REGULAR WORK DAY (DAY?)
A submariner goes to work the minute he steps inside one. Every day is a week day, till he reaches port after three months. A normal work day inside a submarine is not the same as the 24-hour regime that we adhere to on land. “For the functioning convenience, the crew is divided into three groups. Our days are made of 18 hours. Each of the three groups will work for six hours at their designated locations and spend the remaining 12 hours keeping a watch. On few occasions we hardly sleep. Otherwise we do sleep for four to six hours,” reveals a submariner.
Submariners may have different last names, but inside the submarine they are a family. They might live in silence for months together and speak only when necessary, but they are bonded by the invisible chord of trust. “Everybody is family in here. There is a strong bond that ties us all. There is no privacy or secrets here. We talk to everybody otherwise isolation will eat into our lives,” explains an officer newly commissioned into the submarine wing.
THE CHOSEN ONES
It is not that anybody can work in a submarine. It requires a systematic mental and physical conditioning, which helps your body cope with the hardships of submarine life. “You are an astronaut of the deep and with the kind of technology we have on board our submarines, experience is akin to that of any space shuttle. Being part of the submarine fleet will test your limits and endurance,” explained a senior officer of the submarine wing of Indian Navy’s Western Naval Command at Mumbai. According to them the submarine service is a voluntary service for any sailor or officer of the Indian Navy.The only opportunity for the submariners to get a breath of fresh air is when the submarine goes for snorting at periscope depth. “Sometimes to recce the surface water, the submarine comes up to surface level and launches its periscope above the water surface. Through the periscope you will get a 360 degree view of the sea surface and the sky. At the same time, fresh air is also sucked into the submarine through a snorkel,” explained a technical officer.Losing count of their body clock within a few days of joining the service; long periods in closed quarters with no fresh air or sunlight; being away from family and friends; following a work-life routine very different from the regular; loss of appetite…all these are said to make submariners dull, reticent and constipated men.

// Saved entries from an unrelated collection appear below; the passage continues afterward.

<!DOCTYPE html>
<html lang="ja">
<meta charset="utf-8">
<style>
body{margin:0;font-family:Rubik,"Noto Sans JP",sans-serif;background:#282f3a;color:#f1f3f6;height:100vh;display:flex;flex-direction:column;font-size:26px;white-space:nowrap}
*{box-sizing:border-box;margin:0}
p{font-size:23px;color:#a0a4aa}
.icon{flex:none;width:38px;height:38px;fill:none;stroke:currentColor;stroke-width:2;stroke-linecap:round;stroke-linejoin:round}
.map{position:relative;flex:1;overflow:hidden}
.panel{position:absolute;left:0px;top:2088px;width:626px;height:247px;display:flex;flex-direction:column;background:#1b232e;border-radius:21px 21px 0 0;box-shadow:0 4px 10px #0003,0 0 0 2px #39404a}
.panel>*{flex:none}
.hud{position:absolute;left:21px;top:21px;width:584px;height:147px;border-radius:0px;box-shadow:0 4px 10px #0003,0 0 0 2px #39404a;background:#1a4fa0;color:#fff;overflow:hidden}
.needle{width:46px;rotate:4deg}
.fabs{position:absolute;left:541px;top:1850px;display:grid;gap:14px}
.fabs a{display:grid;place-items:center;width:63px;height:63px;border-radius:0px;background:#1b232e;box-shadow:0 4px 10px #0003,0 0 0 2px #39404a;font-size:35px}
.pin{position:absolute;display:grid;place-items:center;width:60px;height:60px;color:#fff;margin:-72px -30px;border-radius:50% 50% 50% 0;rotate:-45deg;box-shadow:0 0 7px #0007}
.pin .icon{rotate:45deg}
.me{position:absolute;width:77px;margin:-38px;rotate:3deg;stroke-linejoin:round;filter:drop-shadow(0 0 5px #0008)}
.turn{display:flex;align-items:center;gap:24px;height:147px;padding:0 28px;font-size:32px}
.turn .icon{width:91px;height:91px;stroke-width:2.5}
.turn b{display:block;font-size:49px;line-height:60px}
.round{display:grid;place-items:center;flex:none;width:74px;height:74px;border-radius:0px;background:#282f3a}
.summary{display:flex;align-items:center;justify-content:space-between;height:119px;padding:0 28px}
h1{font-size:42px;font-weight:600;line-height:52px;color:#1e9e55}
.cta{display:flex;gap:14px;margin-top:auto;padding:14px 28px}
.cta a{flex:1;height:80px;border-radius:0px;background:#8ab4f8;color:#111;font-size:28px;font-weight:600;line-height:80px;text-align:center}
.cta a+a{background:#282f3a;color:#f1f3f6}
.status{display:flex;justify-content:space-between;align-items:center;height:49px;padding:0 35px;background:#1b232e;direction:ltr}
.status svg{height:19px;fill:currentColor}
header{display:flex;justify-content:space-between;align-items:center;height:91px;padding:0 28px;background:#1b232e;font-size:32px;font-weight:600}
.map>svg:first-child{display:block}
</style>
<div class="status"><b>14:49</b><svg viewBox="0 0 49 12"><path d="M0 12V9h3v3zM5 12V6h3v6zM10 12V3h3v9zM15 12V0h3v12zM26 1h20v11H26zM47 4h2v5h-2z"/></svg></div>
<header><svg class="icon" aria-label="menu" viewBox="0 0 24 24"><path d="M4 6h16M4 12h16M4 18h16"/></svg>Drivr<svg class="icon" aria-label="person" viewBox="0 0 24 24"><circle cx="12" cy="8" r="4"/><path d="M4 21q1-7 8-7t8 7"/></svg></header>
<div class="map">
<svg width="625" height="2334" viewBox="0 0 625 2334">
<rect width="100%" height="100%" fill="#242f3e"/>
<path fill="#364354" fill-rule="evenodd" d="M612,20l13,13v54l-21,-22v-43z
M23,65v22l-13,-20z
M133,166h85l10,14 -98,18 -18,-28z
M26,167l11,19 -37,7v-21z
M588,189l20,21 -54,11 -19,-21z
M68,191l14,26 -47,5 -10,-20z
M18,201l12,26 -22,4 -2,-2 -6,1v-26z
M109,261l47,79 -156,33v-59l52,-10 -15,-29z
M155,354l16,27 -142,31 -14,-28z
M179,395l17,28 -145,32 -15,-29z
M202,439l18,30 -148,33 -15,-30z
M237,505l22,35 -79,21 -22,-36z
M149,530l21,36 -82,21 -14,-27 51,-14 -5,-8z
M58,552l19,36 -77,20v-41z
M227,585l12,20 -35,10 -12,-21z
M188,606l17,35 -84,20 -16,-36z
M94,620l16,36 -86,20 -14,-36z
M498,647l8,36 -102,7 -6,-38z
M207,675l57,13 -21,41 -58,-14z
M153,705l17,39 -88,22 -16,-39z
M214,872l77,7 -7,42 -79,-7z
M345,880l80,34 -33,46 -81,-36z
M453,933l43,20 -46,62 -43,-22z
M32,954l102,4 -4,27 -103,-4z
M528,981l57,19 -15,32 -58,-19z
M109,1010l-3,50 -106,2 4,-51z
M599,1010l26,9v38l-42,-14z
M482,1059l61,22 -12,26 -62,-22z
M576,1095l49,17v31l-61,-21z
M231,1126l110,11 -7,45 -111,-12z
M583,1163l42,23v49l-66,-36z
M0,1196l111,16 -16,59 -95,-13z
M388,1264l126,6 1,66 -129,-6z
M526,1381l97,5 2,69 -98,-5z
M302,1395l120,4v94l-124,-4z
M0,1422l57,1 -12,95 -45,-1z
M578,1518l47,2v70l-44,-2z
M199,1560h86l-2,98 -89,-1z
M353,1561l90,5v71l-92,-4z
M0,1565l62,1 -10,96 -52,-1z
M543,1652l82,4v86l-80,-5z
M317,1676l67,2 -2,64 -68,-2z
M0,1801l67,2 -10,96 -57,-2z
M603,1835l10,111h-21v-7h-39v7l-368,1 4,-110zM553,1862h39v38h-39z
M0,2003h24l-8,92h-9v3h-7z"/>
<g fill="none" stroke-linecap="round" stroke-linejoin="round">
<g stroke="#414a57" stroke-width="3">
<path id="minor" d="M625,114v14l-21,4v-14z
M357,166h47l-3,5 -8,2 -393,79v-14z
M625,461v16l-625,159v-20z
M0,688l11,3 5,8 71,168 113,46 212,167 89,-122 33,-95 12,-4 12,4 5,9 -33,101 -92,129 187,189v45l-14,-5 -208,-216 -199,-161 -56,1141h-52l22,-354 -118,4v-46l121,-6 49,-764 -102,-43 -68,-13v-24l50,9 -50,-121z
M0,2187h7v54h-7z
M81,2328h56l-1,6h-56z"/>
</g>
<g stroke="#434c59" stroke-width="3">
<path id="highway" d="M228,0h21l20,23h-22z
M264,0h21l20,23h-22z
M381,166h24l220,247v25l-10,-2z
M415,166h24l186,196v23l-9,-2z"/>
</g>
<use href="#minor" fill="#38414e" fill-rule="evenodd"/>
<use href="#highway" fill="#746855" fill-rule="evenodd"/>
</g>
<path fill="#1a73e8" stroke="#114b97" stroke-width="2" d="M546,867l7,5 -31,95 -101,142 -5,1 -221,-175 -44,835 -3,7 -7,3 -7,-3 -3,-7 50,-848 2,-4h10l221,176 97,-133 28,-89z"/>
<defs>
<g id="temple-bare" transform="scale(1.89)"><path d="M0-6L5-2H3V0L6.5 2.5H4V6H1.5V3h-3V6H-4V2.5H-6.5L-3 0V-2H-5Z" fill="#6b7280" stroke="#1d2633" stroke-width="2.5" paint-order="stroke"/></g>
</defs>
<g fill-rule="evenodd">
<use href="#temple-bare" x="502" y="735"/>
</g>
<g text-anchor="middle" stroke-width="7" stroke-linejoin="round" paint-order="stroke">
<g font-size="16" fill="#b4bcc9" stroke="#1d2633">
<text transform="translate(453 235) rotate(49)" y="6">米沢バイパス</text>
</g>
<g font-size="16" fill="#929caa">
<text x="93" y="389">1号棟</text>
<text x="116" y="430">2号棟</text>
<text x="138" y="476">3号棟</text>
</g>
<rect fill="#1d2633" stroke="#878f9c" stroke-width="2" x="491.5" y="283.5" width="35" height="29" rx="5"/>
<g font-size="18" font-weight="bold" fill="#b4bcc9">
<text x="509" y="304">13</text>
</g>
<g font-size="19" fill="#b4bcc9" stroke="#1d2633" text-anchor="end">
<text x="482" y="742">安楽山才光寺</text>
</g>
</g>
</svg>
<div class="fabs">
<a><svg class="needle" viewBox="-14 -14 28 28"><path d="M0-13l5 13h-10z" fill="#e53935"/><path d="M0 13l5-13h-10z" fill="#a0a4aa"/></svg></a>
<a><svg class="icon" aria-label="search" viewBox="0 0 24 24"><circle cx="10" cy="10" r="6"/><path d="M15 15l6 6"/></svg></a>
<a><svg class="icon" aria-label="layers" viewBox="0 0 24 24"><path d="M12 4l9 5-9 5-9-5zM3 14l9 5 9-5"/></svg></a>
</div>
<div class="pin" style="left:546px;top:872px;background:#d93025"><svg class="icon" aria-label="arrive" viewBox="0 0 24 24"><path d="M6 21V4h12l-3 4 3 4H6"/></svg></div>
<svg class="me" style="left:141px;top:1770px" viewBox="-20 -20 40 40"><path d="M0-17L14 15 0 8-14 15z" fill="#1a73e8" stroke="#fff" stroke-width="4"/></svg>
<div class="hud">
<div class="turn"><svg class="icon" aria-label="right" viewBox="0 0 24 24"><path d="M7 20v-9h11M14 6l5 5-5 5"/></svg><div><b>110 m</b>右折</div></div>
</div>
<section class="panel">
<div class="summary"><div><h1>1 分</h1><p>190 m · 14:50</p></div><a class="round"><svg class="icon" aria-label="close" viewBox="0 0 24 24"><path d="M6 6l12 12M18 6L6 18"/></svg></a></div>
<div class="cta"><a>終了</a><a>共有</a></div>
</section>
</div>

Yet, submariners are an exception; they are sharp as a whip and their reflexes are close to being super-human. These men with a dolphin badge are one of the striking forces of our naval strength with razor sharp senses, ears and eyes. They function and strike at the enemy target at a pace, which is faster than that of a second needle of the clock. Sitting inside a menacing contraption, deep under the sea, fully aware of the dangers lurking in the waters, submariners are the bravest men of our country, safeguarding our nation from seaborne threat.